Nedir işitmek, duymak ve dinlemek arasındaki fark? Ve "duymak" la algılanabilen seslerden oluşan müzikten sözederken tüm dillerde bu fiil "duymak" değil de "dinlemek" fiiliyle birleştirilmiştir? Müziği duymak yerine neden müzik dinleriz?
Tıpkı tüm iletişim şekillerinde yaşamış olduğumuz gibi her duyduğumuzu dinlemediğimiz açıktır. Bu da bizi yine seçimlere getiriyor. Çünkü duymak otomatik olarak sağlıklı bir kulağın yaptığı ve bizim istemimiz dışı bir görevken, dinlemek kendi seçtiğimiz kişi ya da sesleri hissetmeyi, içselleştirmeyi, duyguya dönüştürerek tepki vermemizi sağlayarak iletişim kurabilmemize yarayan bir seçim aslında.
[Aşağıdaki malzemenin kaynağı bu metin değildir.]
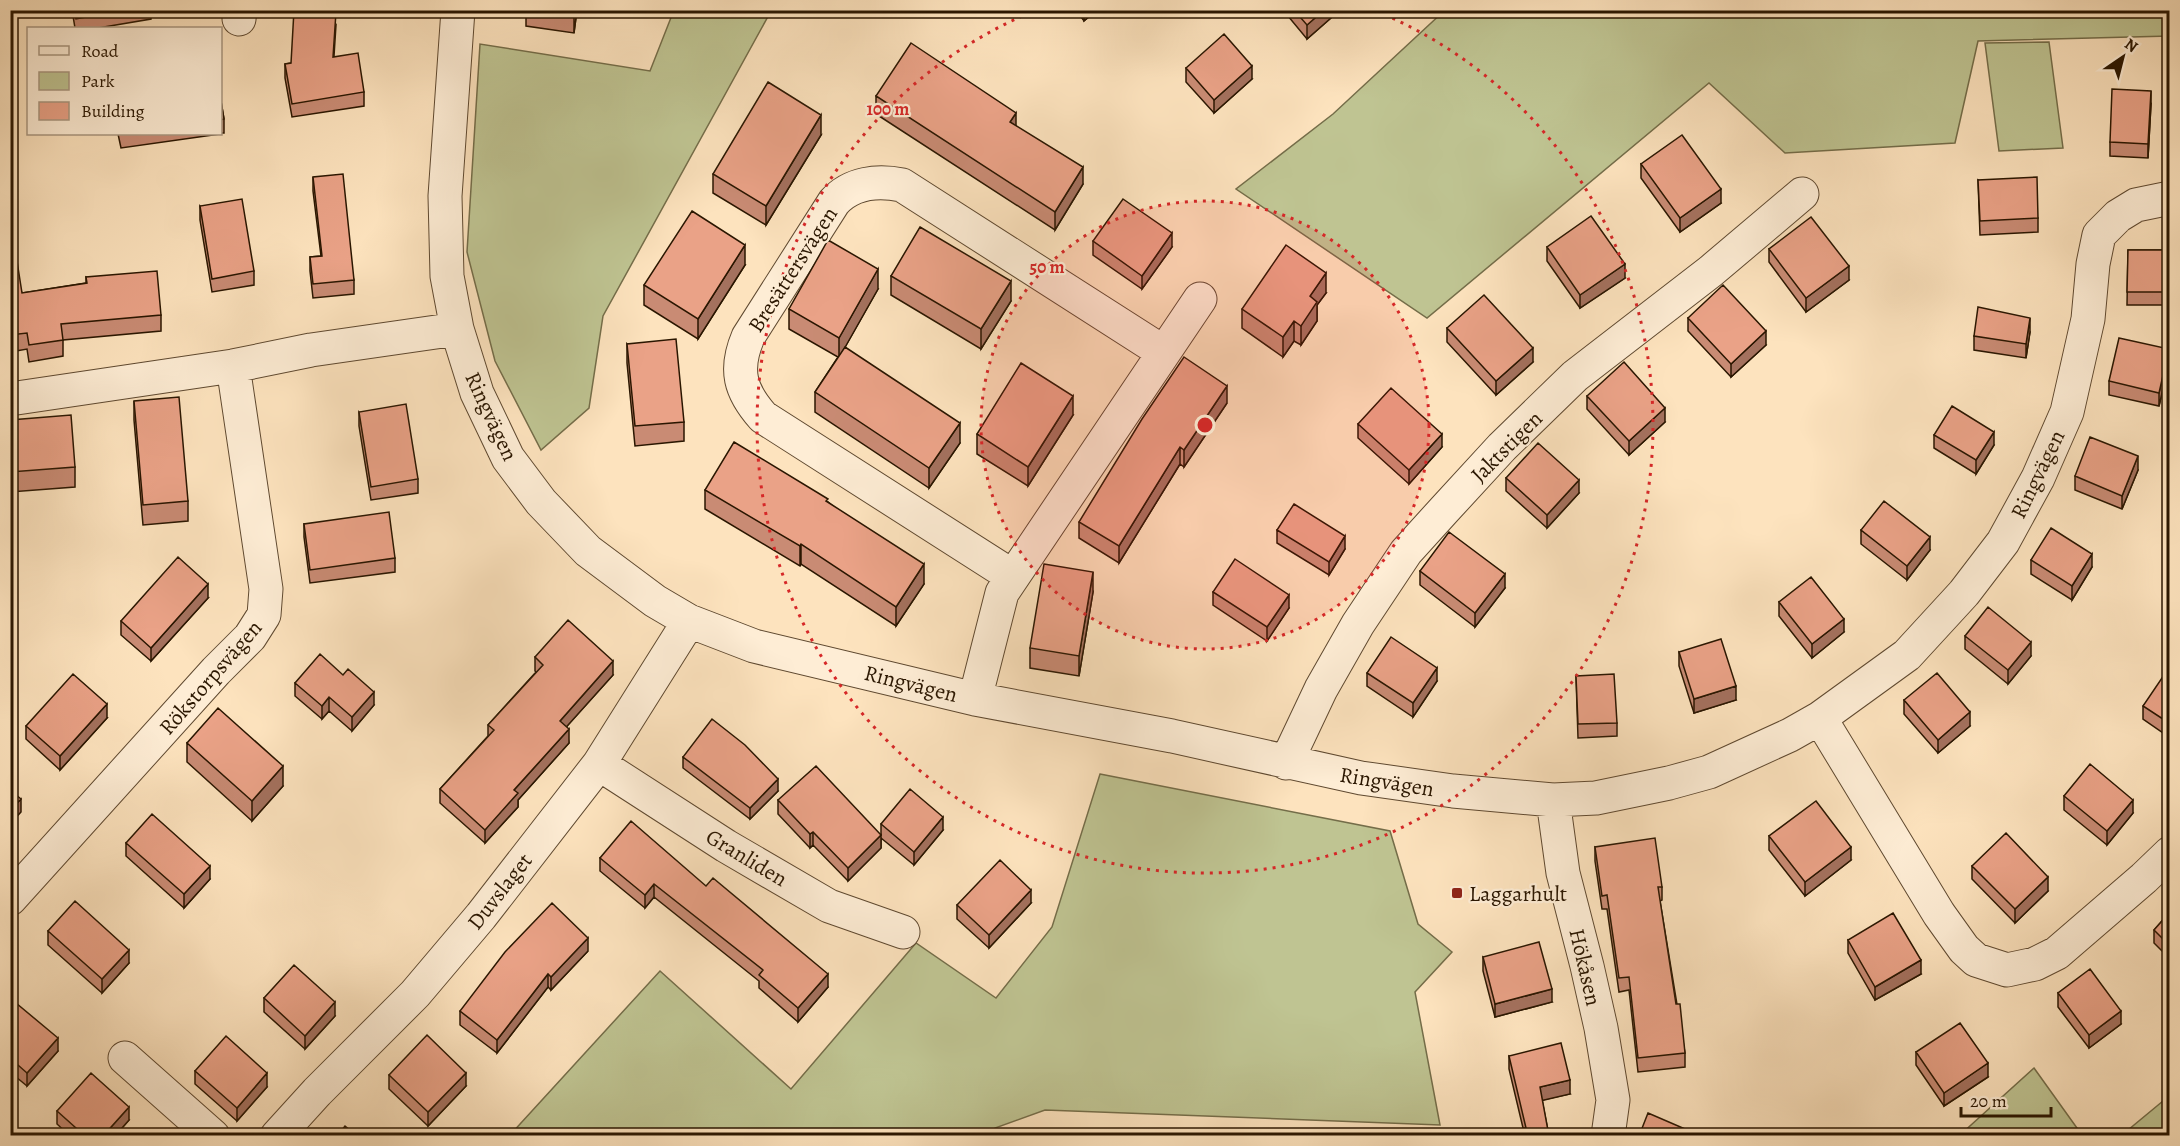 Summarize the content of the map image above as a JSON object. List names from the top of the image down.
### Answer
{
  "streets": {
    "street": [
      "Bresättersvägen",
      "Ringvägen",
      "Jaktstigen",
      "Rökstorpsvägen",
      "Granliden",
      "Duvslaget",
      "Hökåsen"
    ]
  },
  "crossings": [
    ["Ringvägen", "Jaktstigen"],
    ["Ringvägen", "Duvslaget"],
    ["Ringvägen", "Hökåsen"],
    ["Granliden", "Duvslaget"]
  ],
  "places": {
    "transit": ["Laggarhult"]
  },
  "legend": ["Road", "Park", "Building"],
  "scale_bar": "20 m",
  "north": "top right",
  "rings": ["100 m", "50 m"]
} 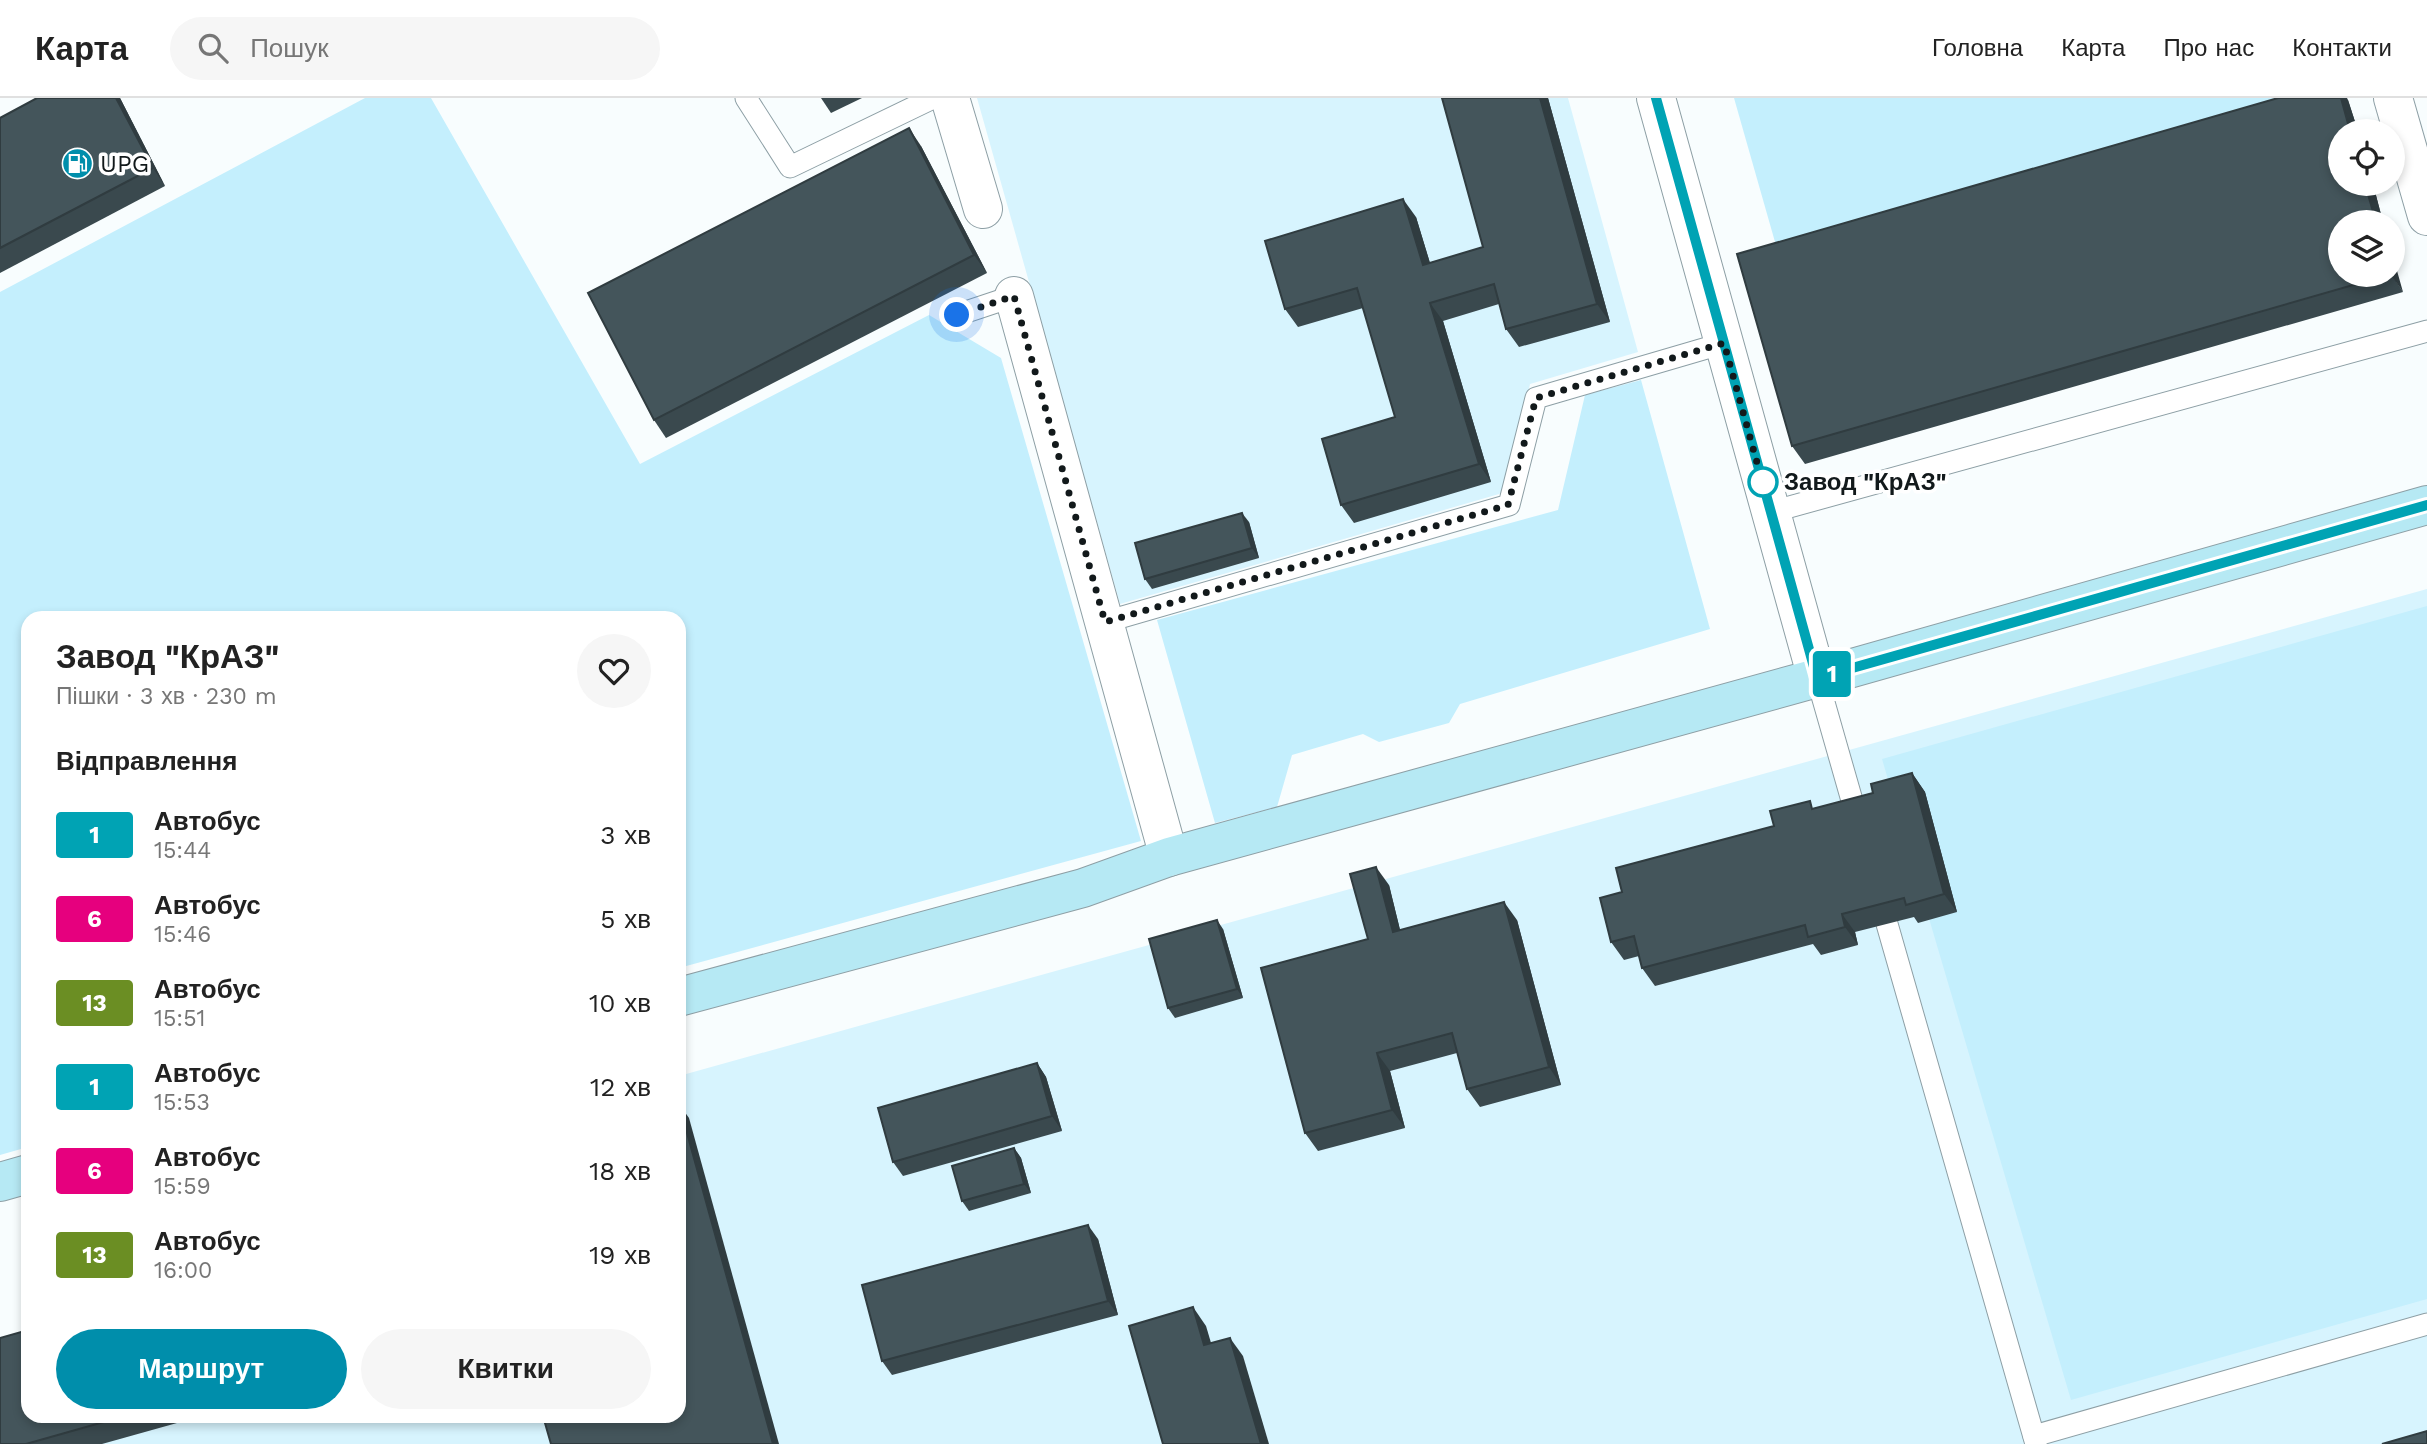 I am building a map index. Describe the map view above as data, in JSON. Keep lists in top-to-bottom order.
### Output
{
  "places": {
    "fuel station": ["UPG"],
    "other": ["Завод \"КрАЗ\""]
  },
  "lines": ["bus line 1"],
  "page": {
    "header": "Карта",
    "search": "Пошук",
    "nav": [
      "Головна",
      "Карта",
      "Про нас",
      "Контакти"
    ],
    "on_map": "1",
    "heading": [
      ["Завод \"КрАЗ\"", "Пішки · 3 хв · 230 m"],
      "Відправлення"
    ],
    "list": [
      {
        "mark": "1",
        "name": "Автобус",
        "note": "15:44",
        "value": "3 хв"
      },
      {
        "mark": "6",
        "name": "Автобус",
        "note": "15:46",
        "value": "5 хв"
      },
      {
        "mark": "13",
        "name": "Автобус",
        "note": "15:51",
        "value": "10 хв"
      },
      {
        "mark": "1",
        "name": "Автобус",
        "note": "15:53",
        "value": "12 хв"
      },
      {
        "mark": "6",
        "name": "Автобус",
        "note": "15:59",
        "value": "18 хв"
      },
      {
        "mark": "13",
        "name": "Автобус",
        "note": "16:00",
        "value": "19 хв"
      }
    ],
    "buttons": ["Маршрут", "Квитки"]
  }
} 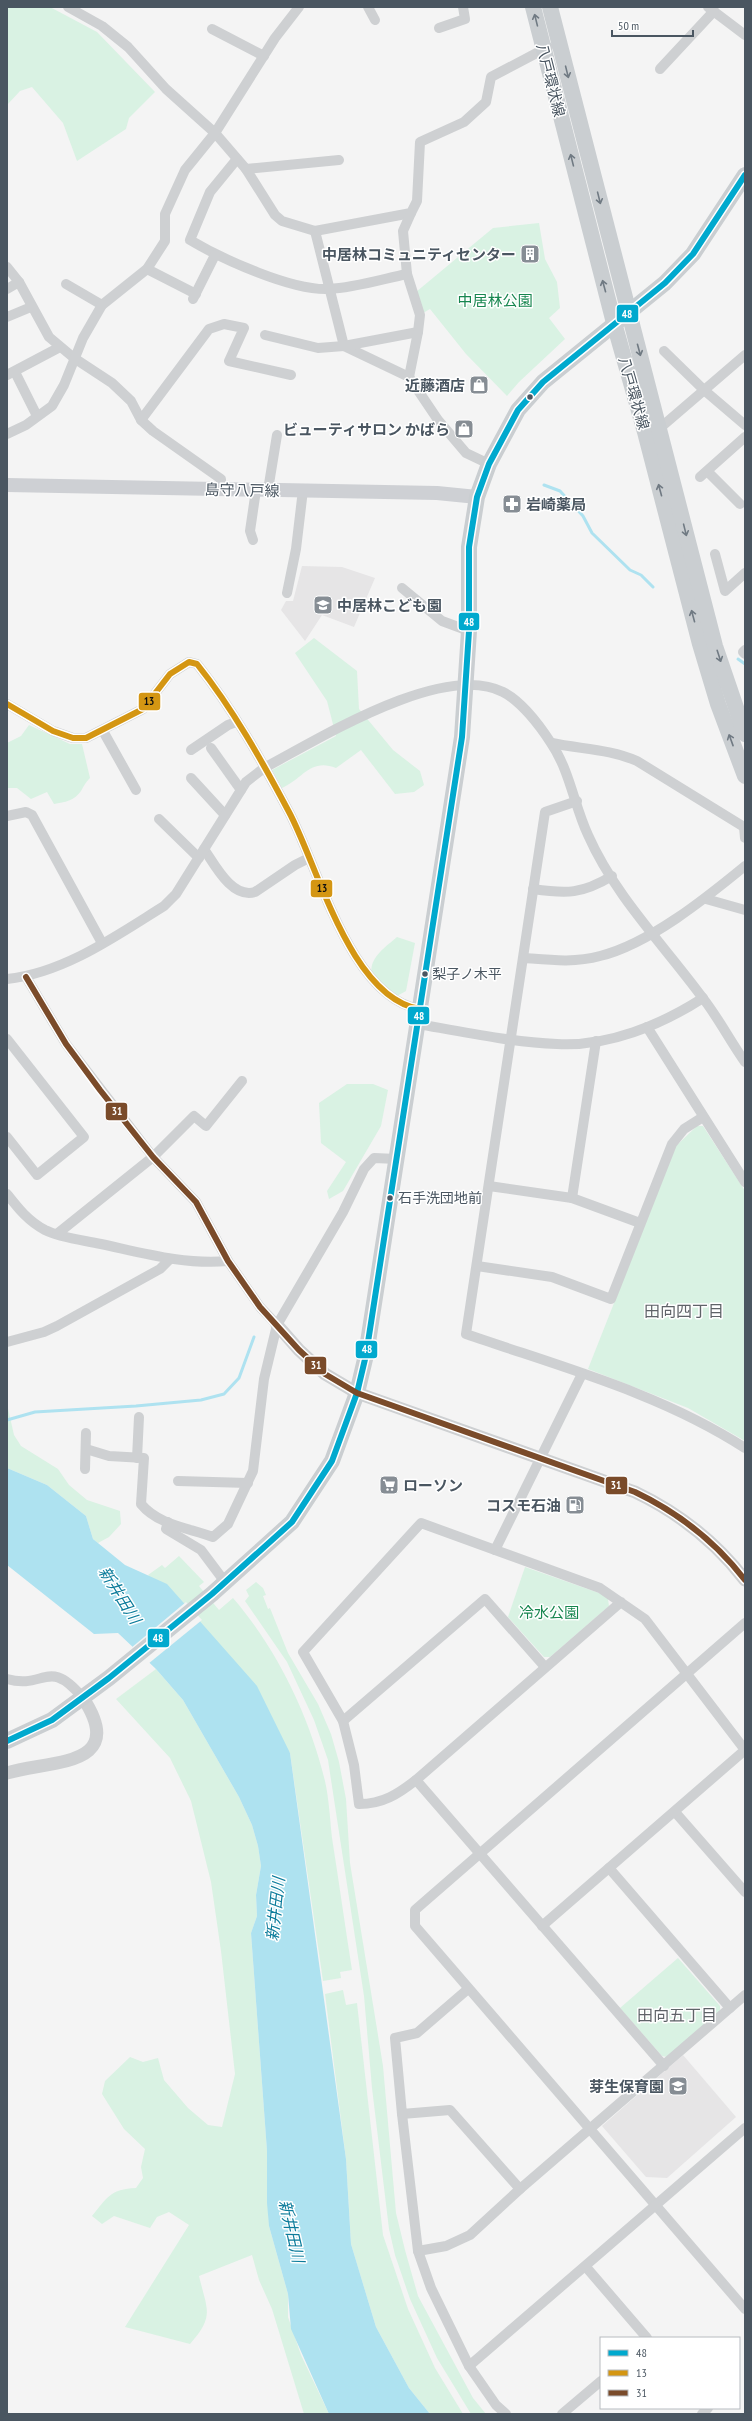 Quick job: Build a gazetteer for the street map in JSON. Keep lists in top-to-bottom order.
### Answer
{
  "streets": {
    "main road": ["八戸環状線", "島守八戸線"]
  },
  "districts": ["田向四丁目", "田向五丁目"],
  "water": ["新井田川"],
  "parks": ["中居林公園", "冷水公園"],
  "places": {
    "building": ["中居林コミュニティセンター"],
    "shop": ["近藤酒店", "ビューティサロン かばら"],
    "pharmacy": ["岩崎薬局"],
    "school or university": ["中居林こども園", "芽生保育園"],
    "other": ["梨子ノ木平", "石手洗団地前"],
    "supermarket": ["ローソン"],
    "fuel station": ["コスモ石油"]
  },
  "lines": ["transit line 48", "transit line 13", "transit line 31"],
  "legend": ["48", "13", "31"],
  "scale_bar": "50 m"
}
Gerçekten dinlemeyi seçtiğimizde, iletişimimizde gerçek farklar yarattığımızı gözlemlemişizdir ki iletişimin temel kuralıdır dınlemek. Peki müzik iletişim yaratır mı insanlar arasında ve nasıl tedavi eder? Bence en önemli özelliği ruhsal olarak insanları olumsuz duygulardan arındırıp, sakinleştirmesi, güzel duyguların açığa çıkmasına izin vererek iletişime kişileri hazırlamasıdır.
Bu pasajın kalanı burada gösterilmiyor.